[WHAT IS BEING ASKED]: Collect the lines of the entries where "function" shows up.

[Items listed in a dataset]
==============================

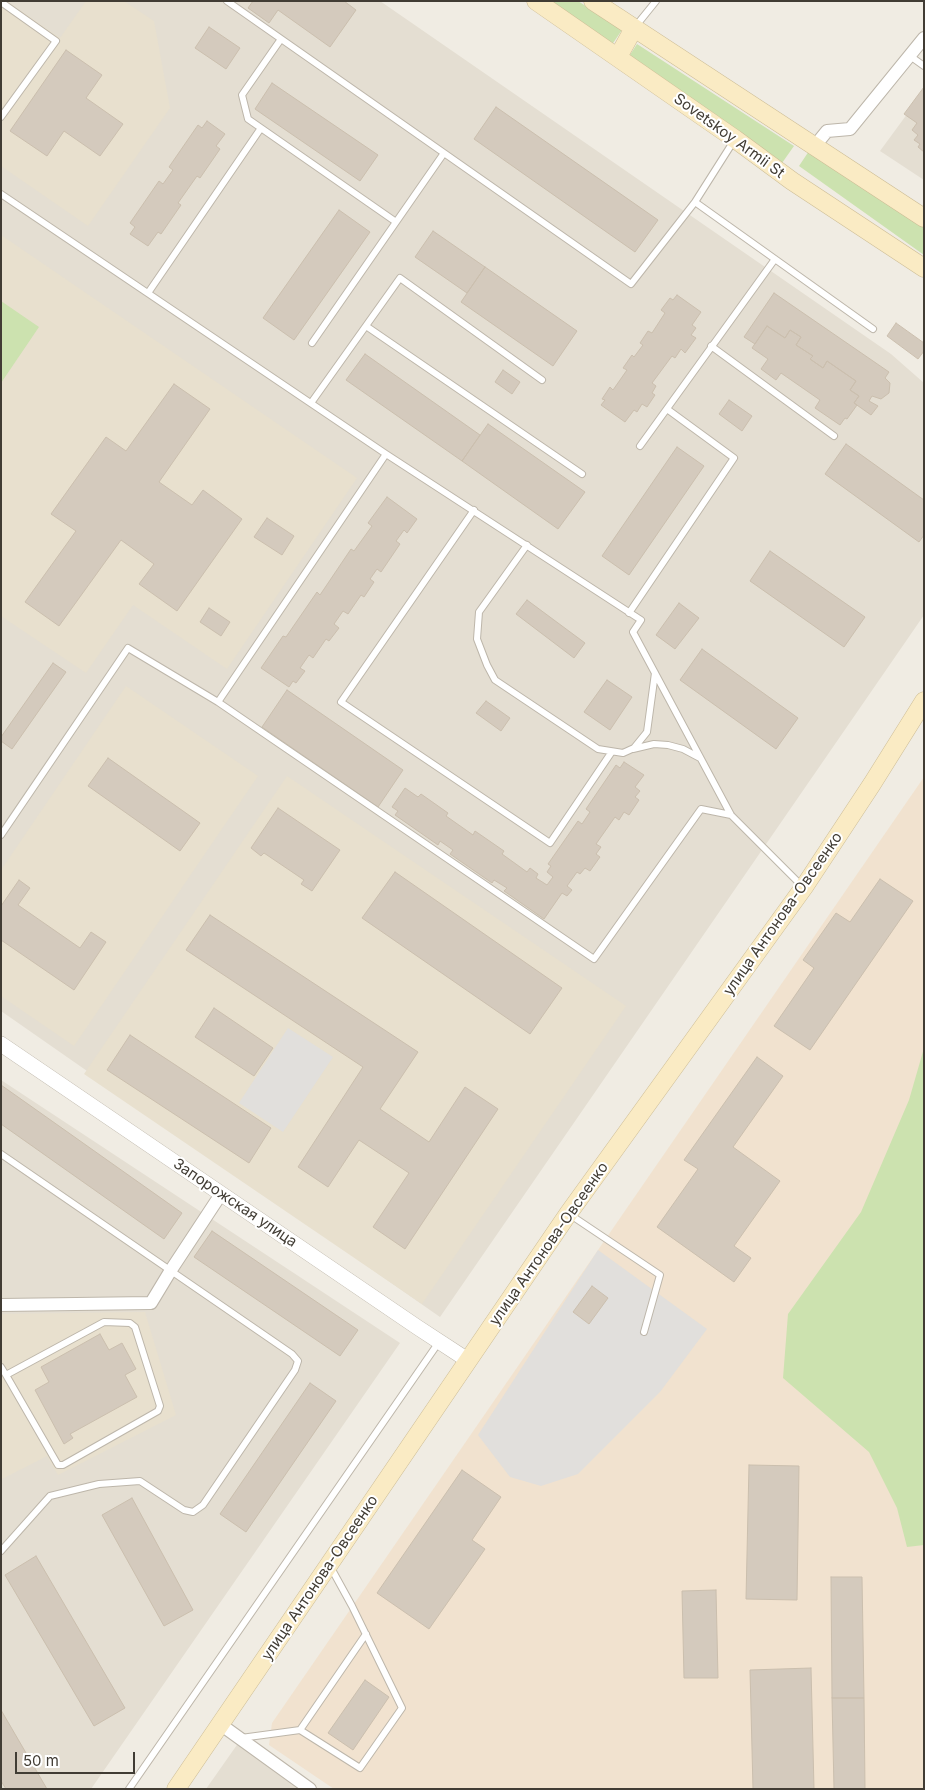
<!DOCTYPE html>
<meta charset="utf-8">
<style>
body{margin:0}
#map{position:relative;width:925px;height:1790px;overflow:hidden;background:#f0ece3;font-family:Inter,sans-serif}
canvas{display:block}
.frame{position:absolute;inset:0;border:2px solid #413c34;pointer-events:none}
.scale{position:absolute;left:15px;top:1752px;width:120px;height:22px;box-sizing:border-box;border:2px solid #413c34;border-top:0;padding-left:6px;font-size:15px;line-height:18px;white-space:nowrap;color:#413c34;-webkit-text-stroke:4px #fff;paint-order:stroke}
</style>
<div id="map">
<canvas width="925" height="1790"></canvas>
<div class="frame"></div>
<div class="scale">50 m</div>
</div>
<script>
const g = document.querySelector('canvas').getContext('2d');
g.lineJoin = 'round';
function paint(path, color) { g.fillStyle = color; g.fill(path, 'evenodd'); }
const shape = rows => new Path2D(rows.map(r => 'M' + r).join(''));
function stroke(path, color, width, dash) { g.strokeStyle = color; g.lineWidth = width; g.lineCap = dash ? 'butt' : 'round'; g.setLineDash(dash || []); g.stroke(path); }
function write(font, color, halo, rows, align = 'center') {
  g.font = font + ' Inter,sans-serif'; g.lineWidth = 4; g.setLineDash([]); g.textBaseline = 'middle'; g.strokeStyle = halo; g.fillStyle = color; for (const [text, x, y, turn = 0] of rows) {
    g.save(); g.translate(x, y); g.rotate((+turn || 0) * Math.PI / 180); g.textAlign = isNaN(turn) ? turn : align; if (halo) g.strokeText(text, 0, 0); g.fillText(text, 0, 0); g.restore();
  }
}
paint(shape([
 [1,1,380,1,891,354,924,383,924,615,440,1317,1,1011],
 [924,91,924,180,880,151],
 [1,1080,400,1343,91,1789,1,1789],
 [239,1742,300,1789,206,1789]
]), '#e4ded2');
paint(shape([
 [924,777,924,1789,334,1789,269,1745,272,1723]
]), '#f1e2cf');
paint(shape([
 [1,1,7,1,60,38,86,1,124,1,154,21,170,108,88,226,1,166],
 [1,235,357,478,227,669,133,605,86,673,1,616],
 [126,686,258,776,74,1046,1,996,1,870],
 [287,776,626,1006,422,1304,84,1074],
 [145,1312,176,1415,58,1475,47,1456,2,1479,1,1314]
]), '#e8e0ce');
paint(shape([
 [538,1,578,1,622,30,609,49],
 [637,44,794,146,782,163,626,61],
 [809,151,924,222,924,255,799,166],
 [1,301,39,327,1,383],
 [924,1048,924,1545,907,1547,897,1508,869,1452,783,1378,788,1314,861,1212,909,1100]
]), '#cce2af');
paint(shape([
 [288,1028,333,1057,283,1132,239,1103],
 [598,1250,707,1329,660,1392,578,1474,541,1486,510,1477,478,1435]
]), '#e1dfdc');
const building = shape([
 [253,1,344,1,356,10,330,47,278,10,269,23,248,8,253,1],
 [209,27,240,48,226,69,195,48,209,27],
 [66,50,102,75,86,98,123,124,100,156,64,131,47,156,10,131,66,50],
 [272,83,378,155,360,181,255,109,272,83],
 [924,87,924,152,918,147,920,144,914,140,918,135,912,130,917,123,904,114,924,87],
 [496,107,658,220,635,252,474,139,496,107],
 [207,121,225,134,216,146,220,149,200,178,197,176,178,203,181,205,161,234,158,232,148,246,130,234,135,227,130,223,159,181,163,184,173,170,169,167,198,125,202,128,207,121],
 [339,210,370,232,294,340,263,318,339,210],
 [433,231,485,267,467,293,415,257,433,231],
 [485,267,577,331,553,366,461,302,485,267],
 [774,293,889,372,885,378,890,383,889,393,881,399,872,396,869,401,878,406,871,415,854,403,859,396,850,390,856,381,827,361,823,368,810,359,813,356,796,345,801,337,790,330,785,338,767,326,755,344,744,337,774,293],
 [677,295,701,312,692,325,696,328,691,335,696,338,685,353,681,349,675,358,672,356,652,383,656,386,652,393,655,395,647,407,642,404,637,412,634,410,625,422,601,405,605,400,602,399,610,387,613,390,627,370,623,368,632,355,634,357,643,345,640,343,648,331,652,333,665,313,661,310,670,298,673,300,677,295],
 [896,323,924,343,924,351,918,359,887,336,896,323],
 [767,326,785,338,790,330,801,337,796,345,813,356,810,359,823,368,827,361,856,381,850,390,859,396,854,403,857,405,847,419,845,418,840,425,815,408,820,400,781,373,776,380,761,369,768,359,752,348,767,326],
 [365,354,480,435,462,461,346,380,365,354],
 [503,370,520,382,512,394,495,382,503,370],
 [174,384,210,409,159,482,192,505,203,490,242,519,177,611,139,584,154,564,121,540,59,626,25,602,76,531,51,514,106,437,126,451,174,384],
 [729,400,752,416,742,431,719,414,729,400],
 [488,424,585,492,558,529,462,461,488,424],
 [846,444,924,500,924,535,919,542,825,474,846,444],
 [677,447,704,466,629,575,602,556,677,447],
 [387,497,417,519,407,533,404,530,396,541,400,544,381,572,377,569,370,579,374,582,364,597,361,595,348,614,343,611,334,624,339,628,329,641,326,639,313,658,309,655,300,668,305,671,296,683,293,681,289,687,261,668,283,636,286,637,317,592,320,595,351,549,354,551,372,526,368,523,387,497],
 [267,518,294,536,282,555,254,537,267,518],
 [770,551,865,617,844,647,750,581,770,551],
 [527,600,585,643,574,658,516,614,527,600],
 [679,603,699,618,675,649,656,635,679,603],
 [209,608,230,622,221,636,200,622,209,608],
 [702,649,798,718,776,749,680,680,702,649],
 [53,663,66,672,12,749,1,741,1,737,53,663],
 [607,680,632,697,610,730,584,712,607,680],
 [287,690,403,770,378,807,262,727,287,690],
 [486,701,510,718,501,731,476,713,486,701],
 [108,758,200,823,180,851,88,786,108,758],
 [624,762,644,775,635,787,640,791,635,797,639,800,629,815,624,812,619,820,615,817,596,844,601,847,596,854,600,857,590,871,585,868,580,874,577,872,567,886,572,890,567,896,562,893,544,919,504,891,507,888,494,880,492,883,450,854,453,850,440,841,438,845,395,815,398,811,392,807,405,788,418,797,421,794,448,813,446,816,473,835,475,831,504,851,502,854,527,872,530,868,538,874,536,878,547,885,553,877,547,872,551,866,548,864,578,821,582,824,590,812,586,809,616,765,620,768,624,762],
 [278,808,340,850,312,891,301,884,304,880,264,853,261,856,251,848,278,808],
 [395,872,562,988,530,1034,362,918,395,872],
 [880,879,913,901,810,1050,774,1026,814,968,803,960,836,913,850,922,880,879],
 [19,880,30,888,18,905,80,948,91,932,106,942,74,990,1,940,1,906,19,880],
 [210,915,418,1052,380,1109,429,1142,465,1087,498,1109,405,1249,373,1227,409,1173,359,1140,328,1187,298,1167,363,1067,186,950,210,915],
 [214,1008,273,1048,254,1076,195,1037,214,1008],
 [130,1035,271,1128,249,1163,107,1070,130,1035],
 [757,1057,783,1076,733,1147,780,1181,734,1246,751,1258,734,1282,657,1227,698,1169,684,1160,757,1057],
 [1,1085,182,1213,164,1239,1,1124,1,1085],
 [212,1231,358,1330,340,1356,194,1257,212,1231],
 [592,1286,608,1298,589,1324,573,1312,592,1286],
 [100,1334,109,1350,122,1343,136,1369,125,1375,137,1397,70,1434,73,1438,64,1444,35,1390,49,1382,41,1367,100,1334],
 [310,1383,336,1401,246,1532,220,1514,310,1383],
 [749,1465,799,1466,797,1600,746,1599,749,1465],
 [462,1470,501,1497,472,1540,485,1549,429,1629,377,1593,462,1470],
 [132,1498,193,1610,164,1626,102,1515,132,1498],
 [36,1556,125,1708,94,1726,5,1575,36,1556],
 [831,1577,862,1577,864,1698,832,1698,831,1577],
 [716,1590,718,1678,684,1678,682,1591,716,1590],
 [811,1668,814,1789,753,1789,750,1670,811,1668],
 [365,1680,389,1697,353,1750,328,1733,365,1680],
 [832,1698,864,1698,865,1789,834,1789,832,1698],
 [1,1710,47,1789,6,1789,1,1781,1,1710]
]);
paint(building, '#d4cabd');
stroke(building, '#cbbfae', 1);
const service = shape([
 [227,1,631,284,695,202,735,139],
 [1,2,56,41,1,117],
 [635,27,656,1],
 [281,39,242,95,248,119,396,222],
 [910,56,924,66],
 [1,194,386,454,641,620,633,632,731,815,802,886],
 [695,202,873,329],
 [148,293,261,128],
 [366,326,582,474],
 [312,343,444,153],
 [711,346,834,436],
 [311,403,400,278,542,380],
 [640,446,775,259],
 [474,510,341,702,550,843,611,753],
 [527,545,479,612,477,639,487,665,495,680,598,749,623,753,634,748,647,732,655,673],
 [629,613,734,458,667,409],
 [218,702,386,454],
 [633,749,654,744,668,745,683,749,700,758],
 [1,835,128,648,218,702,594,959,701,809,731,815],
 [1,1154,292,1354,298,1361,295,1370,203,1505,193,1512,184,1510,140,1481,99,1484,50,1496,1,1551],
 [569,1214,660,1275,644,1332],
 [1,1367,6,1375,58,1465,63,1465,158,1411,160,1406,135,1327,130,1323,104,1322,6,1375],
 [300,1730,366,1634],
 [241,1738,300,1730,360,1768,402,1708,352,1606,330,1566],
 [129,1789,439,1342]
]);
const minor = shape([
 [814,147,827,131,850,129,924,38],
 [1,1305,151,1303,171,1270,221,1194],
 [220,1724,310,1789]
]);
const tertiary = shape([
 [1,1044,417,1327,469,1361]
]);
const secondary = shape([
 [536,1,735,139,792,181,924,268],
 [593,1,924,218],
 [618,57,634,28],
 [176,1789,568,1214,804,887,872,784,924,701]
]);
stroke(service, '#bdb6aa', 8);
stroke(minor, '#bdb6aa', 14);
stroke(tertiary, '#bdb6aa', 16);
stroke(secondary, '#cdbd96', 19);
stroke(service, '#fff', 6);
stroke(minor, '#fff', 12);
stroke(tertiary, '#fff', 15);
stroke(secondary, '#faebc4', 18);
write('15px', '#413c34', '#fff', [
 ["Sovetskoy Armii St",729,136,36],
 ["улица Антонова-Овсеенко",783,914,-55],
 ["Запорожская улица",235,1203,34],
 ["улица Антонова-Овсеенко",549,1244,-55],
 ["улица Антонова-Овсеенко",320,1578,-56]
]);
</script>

==============================

[RESPONSE]:
function paint(path, color) { g.fillStyle = color; g.fill(path, 'evenodd'); }
function stroke(path, color, width, dash) { g.strokeStyle = color; g.lineWidth = width; g.lineCap = dash ? 'butt' : 'round'; g.setLineDash(dash || []); g.stroke(path); }
function write(font, color, halo, rows, align = 'center') {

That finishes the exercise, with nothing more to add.